PDS. In June, the PDS Technical Committee announced the release of its Top Down Design and Change Management Process Guides. The TC is currently

working on the Release to Manufacturing Guide and will begin on the Collaboration Guide and Project Management Guide in the next couple of months.

Routed Systems. The Routed Systems TC meetings drew a number of long-time committee members who have put a lot of time and effort into the group. It was great to see a lot of the old familiar faces, including some who have been using the Routed Systems package for over 10 years. In the room was the best of the best, with one user mentioning another user, who in turn mentored another. It was like looking at a family tree of cabling knowledge.

PTC has made a lot of great enhancements and improvements to the tool. Wildfire 4.0 should have a whole new look and feel for cabling. It's exciting to see that PTC is paying more attention to electrical/mechanical design than it did 10 years ago and that the Routed Systems TC will have a lot of influence in what this tool becomes.

Sheetmetal. Because of either missed flights or timing conflicts, the Sheetmetal TC held two meetings on the Friday and Sunday nights prior to the international conference that covered the following topics:

● Wildfire 2.0. The discussions addressed mplementation planning within individual companies; testing procedures and findings; what was delivered compared with what was promised one-year prior; new functionality added to this release, and how it can be improved upon in future releases.

● Wildfire 3.0. PTC presented its plans for what the next release will involve, sparking several new discussions that will continue over the next few months and in our January meeting. Several new project specifications were divided among the TC members to review and provide feedback to PTC.

● Priorities review. TC members spent a lot of time reviewing previously established sheetmetal priorities and were able to remove several from the list because the requirements had been met. The TC is now reviewing Wildfire 2.0 to see if it can satisfy the other priorities on the list.

After one of the most successful and well-attended Product Update Briefings at the PTC/USER conference, the Sheetmetal TC is welcoming four new members. With these additions, the TC now boasts 17 members in North America that bring a range of experience and industry expertise to the table. The TC is still accepting members into our workgroup and has plenty of openings in the review group.

Going forward, the TC will focus on development of Wildfire 3.0 (and beyond) development to help enhance functionality and ease of use. Members will also continue to refine the TC’s list of priorities, which will then be combined with PTC’s.
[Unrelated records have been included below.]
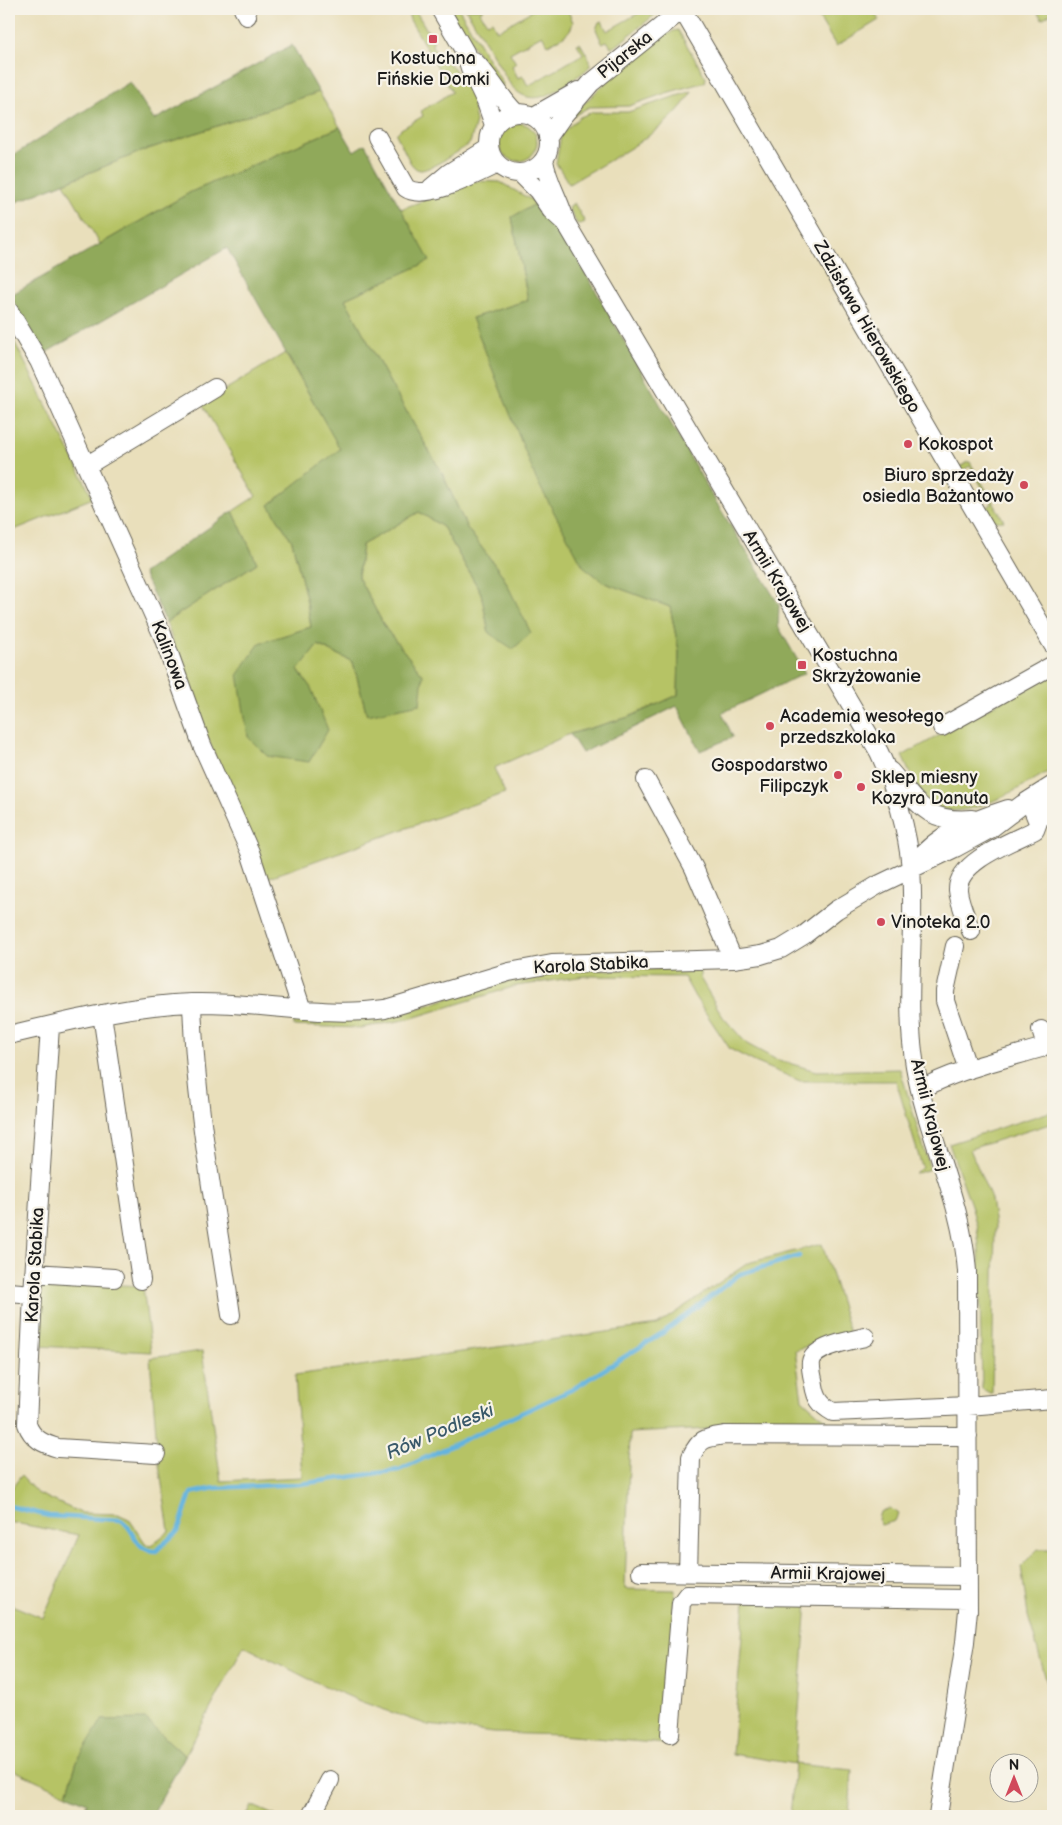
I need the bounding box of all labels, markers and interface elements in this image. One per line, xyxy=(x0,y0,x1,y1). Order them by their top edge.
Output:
street label: Pijarska xyxy=(593,27,657,83)
marker: Kostuchna Fińskie Domki xyxy=(427,33,439,45)
place label: Kostuchna Fińskie Domki xyxy=(376,48,490,90)
street label: Zdzisława Hierowskiego xyxy=(809,236,925,417)
place label: Kokospot xyxy=(918,434,994,455)
marker: Kokospot xyxy=(902,438,914,450)
place label: Biuro sprzedaży osiedla Bażantowo xyxy=(862,465,1015,507)
marker: Biuro sprzedaży osiedla Bażantowo xyxy=(1018,479,1030,491)
street label: Armii Krajowej xyxy=(738,526,816,636)
street label: Kalinowa xyxy=(146,618,192,692)
place label: Kostuchna Skrzyżowanie xyxy=(812,645,921,687)
marker: Kostuchna Skrzyżowanie xyxy=(796,659,808,671)
place label: Academia wesołego przedszkolaka xyxy=(780,706,944,748)
marker: Academia wesołego przedszkolaka xyxy=(764,720,776,732)
place label: Gospodarstwo Filipczyk xyxy=(711,755,828,797)
place label: Sklep miesny Kozyra Danuta xyxy=(871,767,989,809)
marker: Gospodarstwo Filipczyk xyxy=(832,769,844,781)
marker: Sklep miesny Kozyra Danuta xyxy=(855,781,867,793)
place label: Vinoteka 2.0 xyxy=(891,912,990,933)
marker: Vinoteka 2.0 xyxy=(875,916,887,928)
street label: Karola Stabika xyxy=(533,951,649,979)
street label: Armii Krajowej xyxy=(906,1057,954,1173)
street label: Karola Stabika xyxy=(21,1207,49,1323)
water label: Rów Podleski xyxy=(383,1399,498,1465)
street label: Armii Krajowej xyxy=(770,1562,886,1586)
north arrow xyxy=(990,1752,1040,1802)
text: N xyxy=(1009,1757,1019,1774)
This will hopefully allow the Sheetmetal TC and PTC to develop a module that suits the user community as well as keeps PTC competitive in the marketplace.

The Sheetmetal TC would like to thank PTC, and especially Gilles Combette, for making the Wildfire 2.0 Sheetmetal module one of the most advanced and easy-to-use releases in some time. Thanks also to PTC management for their commitment to improving the Sheetmetal module with each release that follows Wildfire 2.0.

System Administration. The System Administration TC held its third meeting of

the year in June, including two face-to-face and two web-based sessions. It was a very productive meeting, with great participation from both PTC product managers and committee members. Discussions centered on support of the Wildfire 2.0 release. Topics included OS support, FlexLM support/reporting, license simplification, digital rights management, and installation changes. Pro/INTRALINK administration and administrator training were also covered.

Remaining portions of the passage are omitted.